Milos Prvulovic
2012 Early Career Academic Achievement Alumni Award
An associate professor at Georgia Tech, Milos Prvulovic (MS 2001, PhD 2003) is exploring ways to design computer architectures that are more secure and reliable, easier to program, and have better tradeoffs between performance, complexity, and power. Specifically, his research involves hardware mechanisms to protect against physical attacks, untrusted system software, and untrusted system components; as well as perform runtime checks to improve software reliability and identify performance limiters in many-core execution.
One example of his work is a new hardware checkpointing accelerator that should enhance programmers’ productivity and lead to more reliable computer systems.

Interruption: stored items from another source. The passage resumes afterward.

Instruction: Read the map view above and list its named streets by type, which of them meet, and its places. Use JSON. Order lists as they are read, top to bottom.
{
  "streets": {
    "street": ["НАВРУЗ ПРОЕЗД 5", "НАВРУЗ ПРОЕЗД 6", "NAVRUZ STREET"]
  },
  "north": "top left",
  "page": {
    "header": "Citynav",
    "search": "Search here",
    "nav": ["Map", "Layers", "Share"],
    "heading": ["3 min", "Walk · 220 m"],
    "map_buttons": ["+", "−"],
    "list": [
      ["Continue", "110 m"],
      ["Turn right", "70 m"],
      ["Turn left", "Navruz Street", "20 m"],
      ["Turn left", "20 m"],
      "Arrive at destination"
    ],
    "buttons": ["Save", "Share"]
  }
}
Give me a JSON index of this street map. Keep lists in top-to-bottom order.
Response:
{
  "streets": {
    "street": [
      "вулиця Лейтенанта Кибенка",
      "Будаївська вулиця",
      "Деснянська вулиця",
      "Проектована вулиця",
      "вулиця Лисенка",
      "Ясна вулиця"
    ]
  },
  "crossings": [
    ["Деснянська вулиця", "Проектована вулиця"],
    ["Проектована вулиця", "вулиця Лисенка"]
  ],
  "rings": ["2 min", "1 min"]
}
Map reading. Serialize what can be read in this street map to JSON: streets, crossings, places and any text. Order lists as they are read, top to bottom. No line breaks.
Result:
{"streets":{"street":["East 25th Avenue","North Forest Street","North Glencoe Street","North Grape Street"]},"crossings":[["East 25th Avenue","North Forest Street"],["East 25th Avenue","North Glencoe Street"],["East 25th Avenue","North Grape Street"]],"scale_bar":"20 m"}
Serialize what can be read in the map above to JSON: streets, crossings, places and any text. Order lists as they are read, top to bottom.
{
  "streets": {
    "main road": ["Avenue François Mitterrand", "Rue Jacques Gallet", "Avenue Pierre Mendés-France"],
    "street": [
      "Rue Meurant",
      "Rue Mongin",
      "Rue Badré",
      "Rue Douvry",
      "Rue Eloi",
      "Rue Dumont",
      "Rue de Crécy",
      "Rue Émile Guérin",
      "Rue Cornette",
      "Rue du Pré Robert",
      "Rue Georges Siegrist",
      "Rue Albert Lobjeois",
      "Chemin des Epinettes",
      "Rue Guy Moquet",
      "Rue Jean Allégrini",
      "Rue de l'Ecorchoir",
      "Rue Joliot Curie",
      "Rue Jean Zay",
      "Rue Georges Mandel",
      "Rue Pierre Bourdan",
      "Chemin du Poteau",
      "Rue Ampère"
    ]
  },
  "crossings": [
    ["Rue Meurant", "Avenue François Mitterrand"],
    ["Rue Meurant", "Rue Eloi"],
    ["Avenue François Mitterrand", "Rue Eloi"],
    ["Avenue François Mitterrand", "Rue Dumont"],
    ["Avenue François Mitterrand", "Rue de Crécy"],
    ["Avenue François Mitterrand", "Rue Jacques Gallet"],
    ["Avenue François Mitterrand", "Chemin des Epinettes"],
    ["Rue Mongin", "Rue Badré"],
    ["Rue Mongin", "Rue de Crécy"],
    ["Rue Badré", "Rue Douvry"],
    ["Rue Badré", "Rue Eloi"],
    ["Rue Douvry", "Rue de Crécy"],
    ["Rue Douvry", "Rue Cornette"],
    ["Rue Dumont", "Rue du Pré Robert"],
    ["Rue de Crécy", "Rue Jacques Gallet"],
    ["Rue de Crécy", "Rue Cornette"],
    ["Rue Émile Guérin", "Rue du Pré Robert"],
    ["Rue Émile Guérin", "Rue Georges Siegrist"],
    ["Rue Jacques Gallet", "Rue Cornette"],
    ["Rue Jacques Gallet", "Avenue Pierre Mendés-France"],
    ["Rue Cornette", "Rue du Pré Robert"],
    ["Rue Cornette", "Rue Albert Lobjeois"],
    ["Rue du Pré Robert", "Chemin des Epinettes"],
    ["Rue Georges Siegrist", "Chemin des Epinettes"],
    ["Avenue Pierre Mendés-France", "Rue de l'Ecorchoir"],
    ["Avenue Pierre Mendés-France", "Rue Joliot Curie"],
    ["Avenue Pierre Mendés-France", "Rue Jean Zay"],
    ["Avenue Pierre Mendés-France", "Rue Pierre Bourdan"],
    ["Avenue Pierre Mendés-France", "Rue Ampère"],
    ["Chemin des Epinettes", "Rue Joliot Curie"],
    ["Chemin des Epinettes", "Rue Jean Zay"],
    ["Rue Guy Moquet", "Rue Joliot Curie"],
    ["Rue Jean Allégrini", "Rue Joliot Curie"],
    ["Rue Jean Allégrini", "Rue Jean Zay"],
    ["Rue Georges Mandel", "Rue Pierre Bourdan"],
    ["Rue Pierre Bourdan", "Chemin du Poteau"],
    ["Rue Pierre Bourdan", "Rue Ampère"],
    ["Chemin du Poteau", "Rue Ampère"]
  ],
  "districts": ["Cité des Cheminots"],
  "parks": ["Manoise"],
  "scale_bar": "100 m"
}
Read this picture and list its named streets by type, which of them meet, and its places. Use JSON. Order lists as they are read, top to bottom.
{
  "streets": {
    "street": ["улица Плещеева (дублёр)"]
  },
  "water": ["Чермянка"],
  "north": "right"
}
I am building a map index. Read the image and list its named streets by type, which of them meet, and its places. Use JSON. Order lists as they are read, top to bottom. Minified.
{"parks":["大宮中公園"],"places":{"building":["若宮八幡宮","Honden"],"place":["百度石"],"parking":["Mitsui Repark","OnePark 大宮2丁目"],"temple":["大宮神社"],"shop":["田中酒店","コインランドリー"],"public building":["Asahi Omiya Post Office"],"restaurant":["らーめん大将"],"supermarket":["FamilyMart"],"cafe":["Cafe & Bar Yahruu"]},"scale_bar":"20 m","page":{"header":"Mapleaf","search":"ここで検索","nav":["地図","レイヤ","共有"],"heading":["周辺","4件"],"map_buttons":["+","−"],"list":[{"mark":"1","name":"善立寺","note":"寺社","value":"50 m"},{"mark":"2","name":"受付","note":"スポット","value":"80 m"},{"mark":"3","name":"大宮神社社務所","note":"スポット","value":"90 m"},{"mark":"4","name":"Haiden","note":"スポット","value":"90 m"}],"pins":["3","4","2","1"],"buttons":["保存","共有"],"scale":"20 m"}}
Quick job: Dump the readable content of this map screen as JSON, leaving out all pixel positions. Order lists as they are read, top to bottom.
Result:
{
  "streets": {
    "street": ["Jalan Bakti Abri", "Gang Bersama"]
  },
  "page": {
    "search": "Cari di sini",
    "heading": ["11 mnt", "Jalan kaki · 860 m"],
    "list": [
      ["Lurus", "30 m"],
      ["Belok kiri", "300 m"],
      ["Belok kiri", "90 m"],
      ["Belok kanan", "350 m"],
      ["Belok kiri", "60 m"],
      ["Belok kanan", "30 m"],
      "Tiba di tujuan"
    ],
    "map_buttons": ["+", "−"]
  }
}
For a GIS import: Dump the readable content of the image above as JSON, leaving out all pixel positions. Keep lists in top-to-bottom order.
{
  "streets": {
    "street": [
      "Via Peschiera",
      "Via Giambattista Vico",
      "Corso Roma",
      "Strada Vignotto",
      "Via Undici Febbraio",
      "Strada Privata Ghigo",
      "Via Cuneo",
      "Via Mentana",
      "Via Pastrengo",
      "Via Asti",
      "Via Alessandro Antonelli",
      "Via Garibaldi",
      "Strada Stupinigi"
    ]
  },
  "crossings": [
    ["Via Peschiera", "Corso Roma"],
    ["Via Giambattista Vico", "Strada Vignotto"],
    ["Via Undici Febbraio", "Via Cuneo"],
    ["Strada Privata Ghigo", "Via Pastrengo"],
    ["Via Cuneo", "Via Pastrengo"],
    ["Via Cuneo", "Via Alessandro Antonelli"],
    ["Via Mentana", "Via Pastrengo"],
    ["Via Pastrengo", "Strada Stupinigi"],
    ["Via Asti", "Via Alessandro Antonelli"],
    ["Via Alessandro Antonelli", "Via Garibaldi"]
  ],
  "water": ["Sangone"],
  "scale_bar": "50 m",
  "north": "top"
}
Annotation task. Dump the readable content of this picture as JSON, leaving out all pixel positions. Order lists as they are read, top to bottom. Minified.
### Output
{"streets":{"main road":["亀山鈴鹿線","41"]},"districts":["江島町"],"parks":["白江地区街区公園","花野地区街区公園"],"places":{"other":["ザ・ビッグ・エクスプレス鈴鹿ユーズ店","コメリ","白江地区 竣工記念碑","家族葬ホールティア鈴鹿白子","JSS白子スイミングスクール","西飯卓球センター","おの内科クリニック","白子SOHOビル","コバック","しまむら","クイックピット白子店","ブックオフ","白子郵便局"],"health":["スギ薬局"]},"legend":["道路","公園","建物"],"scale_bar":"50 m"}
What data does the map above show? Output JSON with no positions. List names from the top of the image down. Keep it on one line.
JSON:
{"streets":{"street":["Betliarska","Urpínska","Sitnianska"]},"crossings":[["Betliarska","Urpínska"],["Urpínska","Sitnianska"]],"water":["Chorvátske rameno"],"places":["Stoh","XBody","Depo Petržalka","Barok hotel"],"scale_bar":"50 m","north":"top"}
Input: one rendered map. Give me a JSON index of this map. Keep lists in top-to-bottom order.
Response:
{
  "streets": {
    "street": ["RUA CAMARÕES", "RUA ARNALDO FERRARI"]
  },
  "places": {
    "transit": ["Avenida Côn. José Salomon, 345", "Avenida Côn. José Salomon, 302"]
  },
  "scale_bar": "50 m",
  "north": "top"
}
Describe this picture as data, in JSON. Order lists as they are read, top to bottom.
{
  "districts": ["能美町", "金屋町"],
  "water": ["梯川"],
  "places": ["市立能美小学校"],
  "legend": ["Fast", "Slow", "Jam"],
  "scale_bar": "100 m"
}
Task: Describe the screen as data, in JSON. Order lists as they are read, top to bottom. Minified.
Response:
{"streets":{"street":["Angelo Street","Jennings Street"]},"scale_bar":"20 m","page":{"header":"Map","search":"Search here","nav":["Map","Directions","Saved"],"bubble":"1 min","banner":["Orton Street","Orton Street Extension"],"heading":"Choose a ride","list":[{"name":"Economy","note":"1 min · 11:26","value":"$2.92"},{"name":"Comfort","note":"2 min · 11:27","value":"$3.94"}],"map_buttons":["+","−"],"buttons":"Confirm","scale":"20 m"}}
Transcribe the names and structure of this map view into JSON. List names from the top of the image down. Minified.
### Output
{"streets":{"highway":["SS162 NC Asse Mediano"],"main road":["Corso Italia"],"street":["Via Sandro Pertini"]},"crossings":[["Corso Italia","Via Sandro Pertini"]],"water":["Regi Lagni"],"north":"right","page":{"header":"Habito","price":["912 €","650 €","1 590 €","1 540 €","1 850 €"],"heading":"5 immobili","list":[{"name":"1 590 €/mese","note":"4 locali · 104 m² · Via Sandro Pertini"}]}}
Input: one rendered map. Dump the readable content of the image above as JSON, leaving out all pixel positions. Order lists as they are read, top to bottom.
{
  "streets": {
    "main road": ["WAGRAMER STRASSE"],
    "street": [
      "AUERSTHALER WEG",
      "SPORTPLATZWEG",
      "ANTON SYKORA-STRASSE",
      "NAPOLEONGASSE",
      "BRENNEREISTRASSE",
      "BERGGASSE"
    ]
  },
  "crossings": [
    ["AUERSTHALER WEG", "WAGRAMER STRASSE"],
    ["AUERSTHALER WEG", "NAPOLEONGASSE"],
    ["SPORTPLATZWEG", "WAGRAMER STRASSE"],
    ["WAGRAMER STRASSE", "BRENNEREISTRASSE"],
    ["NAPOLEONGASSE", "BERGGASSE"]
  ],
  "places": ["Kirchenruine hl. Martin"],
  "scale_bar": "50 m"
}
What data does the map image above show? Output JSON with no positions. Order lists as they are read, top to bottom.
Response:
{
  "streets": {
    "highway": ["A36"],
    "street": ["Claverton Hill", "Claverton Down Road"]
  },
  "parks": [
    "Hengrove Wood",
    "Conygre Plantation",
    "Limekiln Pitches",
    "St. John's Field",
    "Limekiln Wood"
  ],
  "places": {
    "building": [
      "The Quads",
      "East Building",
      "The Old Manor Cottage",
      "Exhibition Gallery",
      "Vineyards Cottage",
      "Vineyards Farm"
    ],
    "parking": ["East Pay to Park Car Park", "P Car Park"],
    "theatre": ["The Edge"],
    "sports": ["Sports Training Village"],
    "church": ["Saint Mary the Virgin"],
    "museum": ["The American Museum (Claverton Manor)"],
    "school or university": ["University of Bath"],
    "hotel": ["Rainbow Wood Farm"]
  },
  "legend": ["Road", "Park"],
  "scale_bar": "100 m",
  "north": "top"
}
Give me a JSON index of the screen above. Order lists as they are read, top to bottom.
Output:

Developed in collaboration with one of his students, Euripus is the first hardware technique to provide consolidation-friendly undo-logs (for bidirectional debugging), to allow simultaneous construction of both undo and redo logs, and to support multi-level checkpointing for error recovery. Euripas may reduce the overall hardware cost, memory use, and performance overheads compared to other checkpointing techniques.
Prvulovic is a senior member of IEEE and ACM. In 2005, he received a prestigious NSF CAREER Award. In 2010, he received a Hesburgh Teaching Fellowship from Georgia Tech, which is awarded to promote innovative instruction. In December 2011, Prvulovic was program co-chair for IEEE/ACM MICRO, a top architecture conference. He is a current member of ACM SIGMICRO’s Executive Committee.